Background. Alcohol cessation is the cornerstone of treatment for alcohol-related cirrhosis. This study evaluated associations between hepatology-led conversations about alcohol use disorder (AUD) treatment, AUD treatment engagement, and mortality. Methods. This retrospective cohort study included all patients with ICD-10 diagnosis codes for cirrhosis and AUD who were engaged in hepatology care in a single healthcare system in 2015. Baseline demographic, medical, liver disease, and AUD treatment data were assessed. AUD treatment discussions and initiation, alcohol cessation, and subsequent 5-year mortality were collected. Regression models were used to assess the factors associated with treatment initiation and 5-year mortality. Results. Among 496 patients with alcohol-related cirrhosis, 65 patients (13%) were receiving AUD treatment at baseline, including 48 (11%) receiving behavioral therapy alone, 11 (4%) receiving pharmacotherapy alone, and 6 (1%) receiving both. Over the first year after the baseline hepatology visit, 37 patients engaged in AUD treatment, 51 were retained in treatment, and 14 stopped treatment.

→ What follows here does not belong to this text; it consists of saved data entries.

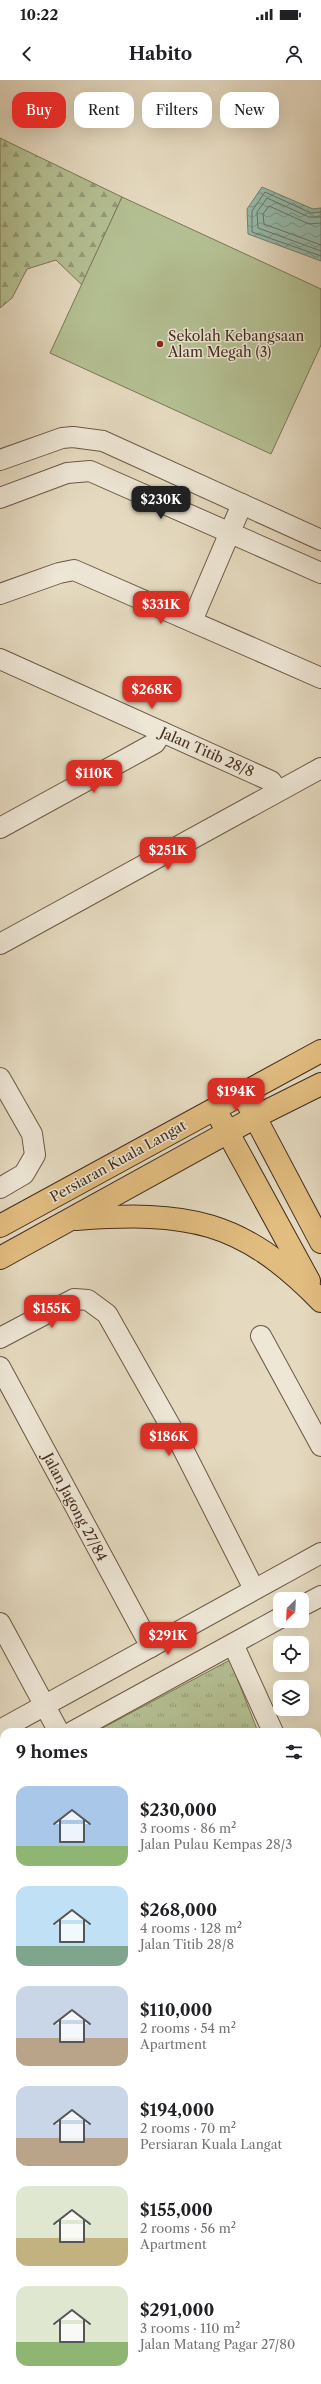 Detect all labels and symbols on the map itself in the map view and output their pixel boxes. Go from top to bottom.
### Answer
place label: Sekolah Kebangsaan Alam Megah (3) [167,327,305,361]
marker: Sekolah Kebangsaan Alam Megah (3) [155,339,165,349]
pin: $230K [133,486,189,520]
pin: $331K [133,591,189,625]
pin: $268K [124,676,180,710]
street label: Jalan Titib 28/8 [155,722,257,781]
pin: $110K [66,760,122,794]
pin: $251K [140,837,196,871]
pin: $194K [208,1078,264,1112]
street label: Persiaran Kuala Langat [47,1116,189,1206]
pin: $155K [24,1295,80,1329]
pin: $186K [141,1423,197,1457]
street label: Jalan Jagong 27/84 [38,1448,111,1564]
north arrow [273,1592,309,1628]
pin: $291K [140,1622,196,1656]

One third of patients had documentation of AUD treatment discussions in their hepatology notes, in which behavioral treatment was the commonly recommended treatment modality (86%). Among patients not receiving baseline AUD treatment, treatment initiation was significantly associated with treatment discussion with a hepatologist (AOR:4.04, 95% CI:1.88-9.09) and having compensated cirrhosis (AOR:3.15 95% CI:1.04-8.62). Over 5-year follow-up, 152 patients died (35%), and ongoing alcohol use, age, hepatic decompensation, and HCC were significantly associated with mortality in the final survival model. Conclusion. AUD treatment discussions were documented in less than half of hepatology encounters in patients with alcohol-related cirrhosis, though such discussions were strongly associated with AUD treatment initiation.